La question est de savoir s’ils le verront aussi avec les yeux du corps, quand ils les auront ouverts. Si leurs yeux, tout spirituels qu’ils seront dans leur corps spirituel, n’ont pas plus de vertu que n’en ont les nôtres maintenant, il est certain qu’ils ne leur serviront point à voir Dieu. Ils auront donc une vertu infiniment plus grande, si, par leur moyen, on voit cette nature immatérielle qui n’est point contenue dans un lieu limité, mais qui est tout entière partout. Quoique nous disions en effet que Dieu est au ciel et sur la terre, selon ce qu’il dit lui-même par le Prophète : « Je remplis le ciel et le terre12 »; il ne s’ensuit pas qu’il ait une partie de lui-même dans le ciel et une autre sur la terre mais il est tout entier dans le ciel et tout entier sur la terre, non en divers temps, mais à la fois, ce qui est impossible à toute nature corporelle. Les yeux des saints auront donc alors une infiniment plus grande vertu, par où je n’entends pas dire qu’ils auront la vue plus perçante que celle qu’on attribue aux aigles ou aux serpents; car ces animaux, quelque clairvoyants qu’ils soient, ne sauraient voir que des corps, au lieu que les yeux des saints verront même des choses incorporelles. Telle était peut-être cette vertu qui fut donnée au saint homme Job, quand il disait à Dieu: « Auparavant je vous entendais, mais à cette heure mon oeil vous voit; c’est pourquoi je me suis méprisé moi-même; je me suis comme fondu devant vous, et j’ai cru que je n’étais que cendre et que poussière13 ». Au reste, ceci se peut très-bien entendre des yeux de l’esprit dont saint Paul dit: « Afin qu’il éclaire les yeux de votre cœur14 ». Or, que Dieu se voie de ces yeux-là, c’est ce dont ne doute aucun chrétien qui accepte avec foi cette parole de notre Dieu et maître: «Bienheureux ceux qui ont le coeur pur, parce qu’ils verront Dieu15 ! » mais il reste toujours à savoir si on le verra aussi des yeux du corps, et c’est ce que nous examinons maintenant.

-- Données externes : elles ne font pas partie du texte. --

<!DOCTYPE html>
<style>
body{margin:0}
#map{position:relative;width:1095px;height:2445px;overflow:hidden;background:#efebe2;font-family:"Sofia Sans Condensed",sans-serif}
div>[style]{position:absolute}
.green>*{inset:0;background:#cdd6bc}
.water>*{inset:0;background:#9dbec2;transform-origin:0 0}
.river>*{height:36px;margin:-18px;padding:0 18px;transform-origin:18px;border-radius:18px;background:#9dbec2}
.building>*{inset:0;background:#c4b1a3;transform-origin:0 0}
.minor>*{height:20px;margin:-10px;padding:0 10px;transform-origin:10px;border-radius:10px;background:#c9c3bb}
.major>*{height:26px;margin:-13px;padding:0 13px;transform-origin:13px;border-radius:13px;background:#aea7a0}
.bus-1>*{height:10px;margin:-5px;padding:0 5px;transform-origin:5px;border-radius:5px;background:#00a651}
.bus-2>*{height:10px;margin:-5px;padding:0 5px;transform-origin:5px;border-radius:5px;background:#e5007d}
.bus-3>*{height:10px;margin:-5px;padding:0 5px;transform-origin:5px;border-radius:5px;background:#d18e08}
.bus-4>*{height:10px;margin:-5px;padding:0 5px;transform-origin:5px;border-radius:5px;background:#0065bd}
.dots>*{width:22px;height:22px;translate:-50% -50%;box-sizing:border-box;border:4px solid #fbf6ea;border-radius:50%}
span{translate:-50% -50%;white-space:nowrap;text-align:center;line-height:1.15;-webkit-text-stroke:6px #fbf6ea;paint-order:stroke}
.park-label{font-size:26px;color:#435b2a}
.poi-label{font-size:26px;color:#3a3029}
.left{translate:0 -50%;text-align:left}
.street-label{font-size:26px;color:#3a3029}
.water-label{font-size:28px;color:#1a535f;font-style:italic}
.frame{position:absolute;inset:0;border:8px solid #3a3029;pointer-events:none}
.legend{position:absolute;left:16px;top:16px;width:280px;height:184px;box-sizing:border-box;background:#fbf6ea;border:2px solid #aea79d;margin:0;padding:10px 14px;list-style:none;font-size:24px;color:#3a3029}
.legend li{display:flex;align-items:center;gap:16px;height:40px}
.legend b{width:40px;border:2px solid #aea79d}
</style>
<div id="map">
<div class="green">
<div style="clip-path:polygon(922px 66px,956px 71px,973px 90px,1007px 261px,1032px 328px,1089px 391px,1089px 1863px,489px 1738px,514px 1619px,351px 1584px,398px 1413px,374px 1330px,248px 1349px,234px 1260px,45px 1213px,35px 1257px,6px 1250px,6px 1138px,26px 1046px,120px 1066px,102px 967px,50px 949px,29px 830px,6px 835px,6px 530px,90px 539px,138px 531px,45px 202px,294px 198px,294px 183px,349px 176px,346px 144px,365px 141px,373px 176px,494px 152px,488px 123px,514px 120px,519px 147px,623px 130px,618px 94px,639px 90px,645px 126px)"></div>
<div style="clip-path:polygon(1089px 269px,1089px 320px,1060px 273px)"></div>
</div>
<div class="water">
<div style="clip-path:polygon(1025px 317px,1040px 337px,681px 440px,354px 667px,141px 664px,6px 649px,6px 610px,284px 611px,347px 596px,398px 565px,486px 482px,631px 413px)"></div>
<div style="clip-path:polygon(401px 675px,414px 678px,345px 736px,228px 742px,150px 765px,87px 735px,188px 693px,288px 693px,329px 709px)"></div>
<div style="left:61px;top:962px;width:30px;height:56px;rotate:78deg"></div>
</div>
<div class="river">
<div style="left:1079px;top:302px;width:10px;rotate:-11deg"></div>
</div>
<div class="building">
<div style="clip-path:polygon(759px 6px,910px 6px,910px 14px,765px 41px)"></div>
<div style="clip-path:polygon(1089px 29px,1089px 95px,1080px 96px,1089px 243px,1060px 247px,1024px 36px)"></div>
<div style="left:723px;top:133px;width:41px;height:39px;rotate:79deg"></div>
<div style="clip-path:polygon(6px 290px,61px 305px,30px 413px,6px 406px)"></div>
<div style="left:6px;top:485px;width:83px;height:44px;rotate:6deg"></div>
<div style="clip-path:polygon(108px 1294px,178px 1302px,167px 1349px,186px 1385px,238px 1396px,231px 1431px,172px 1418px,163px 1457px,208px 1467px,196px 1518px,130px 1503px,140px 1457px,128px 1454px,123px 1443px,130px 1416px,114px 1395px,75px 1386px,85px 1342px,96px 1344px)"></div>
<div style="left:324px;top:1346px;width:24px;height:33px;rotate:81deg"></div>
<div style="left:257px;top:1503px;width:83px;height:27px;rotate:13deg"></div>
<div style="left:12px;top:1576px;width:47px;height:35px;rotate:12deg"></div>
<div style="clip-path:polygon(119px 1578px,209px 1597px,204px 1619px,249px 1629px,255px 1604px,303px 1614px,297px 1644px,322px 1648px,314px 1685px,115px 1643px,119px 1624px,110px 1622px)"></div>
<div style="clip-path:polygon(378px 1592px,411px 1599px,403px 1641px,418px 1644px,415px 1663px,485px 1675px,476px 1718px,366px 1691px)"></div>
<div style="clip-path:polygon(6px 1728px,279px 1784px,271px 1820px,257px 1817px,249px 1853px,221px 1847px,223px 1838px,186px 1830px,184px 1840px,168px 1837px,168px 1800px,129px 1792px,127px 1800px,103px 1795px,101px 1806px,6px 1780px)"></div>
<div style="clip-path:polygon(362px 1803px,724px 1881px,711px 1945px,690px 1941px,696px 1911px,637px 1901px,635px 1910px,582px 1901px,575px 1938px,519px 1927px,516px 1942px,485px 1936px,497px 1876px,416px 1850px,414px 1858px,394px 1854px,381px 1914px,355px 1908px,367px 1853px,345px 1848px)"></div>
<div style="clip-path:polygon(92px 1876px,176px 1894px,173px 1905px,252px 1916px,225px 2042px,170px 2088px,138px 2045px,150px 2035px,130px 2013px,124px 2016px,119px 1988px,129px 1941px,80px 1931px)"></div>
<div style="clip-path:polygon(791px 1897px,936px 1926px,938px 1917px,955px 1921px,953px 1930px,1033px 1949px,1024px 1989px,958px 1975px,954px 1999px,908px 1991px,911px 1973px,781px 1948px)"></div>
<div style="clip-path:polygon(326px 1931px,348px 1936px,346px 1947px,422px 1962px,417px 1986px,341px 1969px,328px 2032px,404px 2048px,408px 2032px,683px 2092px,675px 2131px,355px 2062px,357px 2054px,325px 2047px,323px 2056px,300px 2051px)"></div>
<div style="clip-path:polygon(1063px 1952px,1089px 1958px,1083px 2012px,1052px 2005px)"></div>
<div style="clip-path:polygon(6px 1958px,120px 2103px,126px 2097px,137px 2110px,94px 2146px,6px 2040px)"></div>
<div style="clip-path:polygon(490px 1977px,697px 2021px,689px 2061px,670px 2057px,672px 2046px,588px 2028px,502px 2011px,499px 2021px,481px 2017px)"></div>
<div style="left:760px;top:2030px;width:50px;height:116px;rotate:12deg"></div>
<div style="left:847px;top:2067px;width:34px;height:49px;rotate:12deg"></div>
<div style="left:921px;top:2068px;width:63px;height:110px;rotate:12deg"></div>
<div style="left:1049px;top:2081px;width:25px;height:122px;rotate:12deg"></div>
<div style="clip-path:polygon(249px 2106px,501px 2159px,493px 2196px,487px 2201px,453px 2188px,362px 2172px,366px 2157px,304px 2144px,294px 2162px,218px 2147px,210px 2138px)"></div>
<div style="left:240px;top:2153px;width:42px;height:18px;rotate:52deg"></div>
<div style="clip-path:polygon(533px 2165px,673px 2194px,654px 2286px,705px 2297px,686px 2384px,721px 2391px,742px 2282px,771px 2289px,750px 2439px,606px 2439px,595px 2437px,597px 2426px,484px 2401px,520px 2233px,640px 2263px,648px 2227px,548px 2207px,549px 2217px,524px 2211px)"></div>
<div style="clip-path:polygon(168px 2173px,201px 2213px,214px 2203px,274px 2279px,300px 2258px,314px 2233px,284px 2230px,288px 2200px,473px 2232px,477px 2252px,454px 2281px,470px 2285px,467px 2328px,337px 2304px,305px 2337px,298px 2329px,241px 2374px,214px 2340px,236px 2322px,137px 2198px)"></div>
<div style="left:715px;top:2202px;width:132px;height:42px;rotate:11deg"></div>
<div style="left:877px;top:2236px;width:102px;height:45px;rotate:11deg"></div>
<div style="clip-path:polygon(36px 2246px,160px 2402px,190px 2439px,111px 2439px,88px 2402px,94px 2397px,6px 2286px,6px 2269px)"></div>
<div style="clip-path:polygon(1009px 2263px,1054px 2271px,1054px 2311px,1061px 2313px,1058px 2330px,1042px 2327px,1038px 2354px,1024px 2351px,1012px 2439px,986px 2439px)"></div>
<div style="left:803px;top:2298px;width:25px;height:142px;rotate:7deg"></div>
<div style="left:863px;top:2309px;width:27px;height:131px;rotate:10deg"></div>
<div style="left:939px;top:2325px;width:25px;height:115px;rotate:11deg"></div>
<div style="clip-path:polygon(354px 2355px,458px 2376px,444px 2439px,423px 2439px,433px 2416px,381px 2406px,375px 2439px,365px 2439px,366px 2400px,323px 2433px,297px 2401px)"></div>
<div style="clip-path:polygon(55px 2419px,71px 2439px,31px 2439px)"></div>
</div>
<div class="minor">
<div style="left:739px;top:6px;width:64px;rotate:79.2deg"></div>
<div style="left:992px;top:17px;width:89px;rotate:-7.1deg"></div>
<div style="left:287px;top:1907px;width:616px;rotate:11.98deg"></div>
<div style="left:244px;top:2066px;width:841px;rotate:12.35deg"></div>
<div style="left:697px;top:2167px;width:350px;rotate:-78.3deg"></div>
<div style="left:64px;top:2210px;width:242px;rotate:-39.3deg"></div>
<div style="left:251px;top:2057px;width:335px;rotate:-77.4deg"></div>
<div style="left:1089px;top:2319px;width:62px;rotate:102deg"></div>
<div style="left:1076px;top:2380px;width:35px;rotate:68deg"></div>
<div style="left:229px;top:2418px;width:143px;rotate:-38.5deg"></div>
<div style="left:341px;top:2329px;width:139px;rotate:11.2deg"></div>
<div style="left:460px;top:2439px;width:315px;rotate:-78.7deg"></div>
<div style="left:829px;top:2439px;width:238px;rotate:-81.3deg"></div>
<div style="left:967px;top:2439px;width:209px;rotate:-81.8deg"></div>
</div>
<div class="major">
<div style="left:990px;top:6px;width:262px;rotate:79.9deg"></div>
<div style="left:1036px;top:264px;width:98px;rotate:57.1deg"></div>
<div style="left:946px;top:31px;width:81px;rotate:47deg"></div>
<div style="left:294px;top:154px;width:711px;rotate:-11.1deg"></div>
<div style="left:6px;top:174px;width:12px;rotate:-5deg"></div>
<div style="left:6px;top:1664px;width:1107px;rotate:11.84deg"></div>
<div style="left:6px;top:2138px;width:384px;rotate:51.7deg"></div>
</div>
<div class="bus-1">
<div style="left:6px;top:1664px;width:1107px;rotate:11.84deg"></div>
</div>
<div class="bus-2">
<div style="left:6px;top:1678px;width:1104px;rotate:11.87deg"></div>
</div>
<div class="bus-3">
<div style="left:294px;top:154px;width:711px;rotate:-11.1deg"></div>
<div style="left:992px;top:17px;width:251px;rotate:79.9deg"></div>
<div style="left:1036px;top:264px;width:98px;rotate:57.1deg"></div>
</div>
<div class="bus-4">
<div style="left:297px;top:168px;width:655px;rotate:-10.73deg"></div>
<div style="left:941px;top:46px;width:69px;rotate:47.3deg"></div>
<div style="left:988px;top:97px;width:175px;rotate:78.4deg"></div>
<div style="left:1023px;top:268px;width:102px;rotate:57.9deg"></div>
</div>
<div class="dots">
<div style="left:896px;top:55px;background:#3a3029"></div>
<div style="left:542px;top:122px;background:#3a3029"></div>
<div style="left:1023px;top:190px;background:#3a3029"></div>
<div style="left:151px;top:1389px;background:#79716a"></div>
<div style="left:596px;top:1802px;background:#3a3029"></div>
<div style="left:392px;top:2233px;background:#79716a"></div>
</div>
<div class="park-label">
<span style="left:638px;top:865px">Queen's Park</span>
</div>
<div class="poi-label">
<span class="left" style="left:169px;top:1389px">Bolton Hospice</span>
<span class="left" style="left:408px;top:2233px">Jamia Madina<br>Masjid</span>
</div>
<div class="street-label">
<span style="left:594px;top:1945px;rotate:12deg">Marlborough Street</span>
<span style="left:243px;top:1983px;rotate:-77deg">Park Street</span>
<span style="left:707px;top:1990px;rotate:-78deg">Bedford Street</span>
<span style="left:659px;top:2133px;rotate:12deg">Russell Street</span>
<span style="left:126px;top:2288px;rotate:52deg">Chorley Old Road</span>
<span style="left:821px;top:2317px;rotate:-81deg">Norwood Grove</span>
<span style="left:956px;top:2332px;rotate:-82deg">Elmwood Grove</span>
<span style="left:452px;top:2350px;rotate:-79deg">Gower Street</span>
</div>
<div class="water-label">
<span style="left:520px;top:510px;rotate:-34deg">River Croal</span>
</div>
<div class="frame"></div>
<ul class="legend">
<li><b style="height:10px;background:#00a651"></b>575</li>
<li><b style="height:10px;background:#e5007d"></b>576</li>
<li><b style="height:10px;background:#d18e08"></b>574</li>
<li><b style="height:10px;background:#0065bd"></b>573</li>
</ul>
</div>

Nous lisons dans l’Evangile : « Et toute chair verra le salut de Dieu16 »; or, il n’y a aucun inconvénient à entendre ce passage comme s’il y avait: Et tout homme verra le Christ de Dieu qui a été vu dans un corps, et qui sera vu sous la même forme, quand il jugera les vivants et les morts. — En effet, que le Christ soit le salut de Dieu, cela se justifie par plusieurs témoignages de l’Ecriture, mais singulièrement par ces paroles du vénérable vieillard Siméon, qui, ayant pris Jésus enfant entre ses bras, s’écria: « C’est maintenant, Seigneur, que vous pouvez laisser aller en paix votre serviteur, selon votre parole, puisque mes yeux ont vu votre salut17 ». Quant à ce passage de Job, tel qu’il se trouve dans les exemplaires hébreux : « Je verrai Dieu dans ma chair18 » , il faut croire sans doute que Job prophétisait ainsi la résurrection de la chair ; mais il n’a pas dit pourtant : Je verrai Dieu par ma chair. Et quand il l’aurait dit, on pourrait l’entendre de Jésus-Christ, qui est Dieu aussi, et qu’on verra dans la chair et par le moyen de la chair. Mais maintenant, en l’entendant de Dieu même, on peut fort bien l’expliquer ainsi : « Je verrai Dieu dans ma chair » c’est-à-dire, je serai dans ma chair, lorsque je verrai Dieu. De même ce que dit l’Apôtre: « Nous verrons face à face19 » ne nous oblige point à croire que nous verrons Dieu par cette partie du corps où sont les yeux corporels, lui que nous verrons sans interruption par les yeux de l’esprit. En effet, si l’homme intérieur n’avait aussi une face, l’Apôtre ne dirait pas: « Mais nous, contemplant à face dévoilée la gloire du Seigneur, nous sommes transformés en la même image, allant de clarté en clarté, comme par l’esprit du Seigneur20 ». Nous n’entendons pas autrement ces paroles du psaume : « Approchez-vous de lui, et vous serez éclairés, et vos « faces ne rougiront point21 ». C’est par là foi qu’on approche de Dieu, et il est certain que la foi appartient au coeur et non au corps. Mais comme nous ignorons jusqu’à quel degré de perfection doit être élevé le corps spirituel des bienheureux, car nous parlons d’une chose dont nous n’avons point d’expérience et sur laquelle l’Ecriture ne se déclare pas formellement, il faut de toute nécessité qu’il nous arrive ce qu’on lit dans la Sagesse: « Les pensées des hommes sont chancelantes, et leur prévoyance est incertaine22 ».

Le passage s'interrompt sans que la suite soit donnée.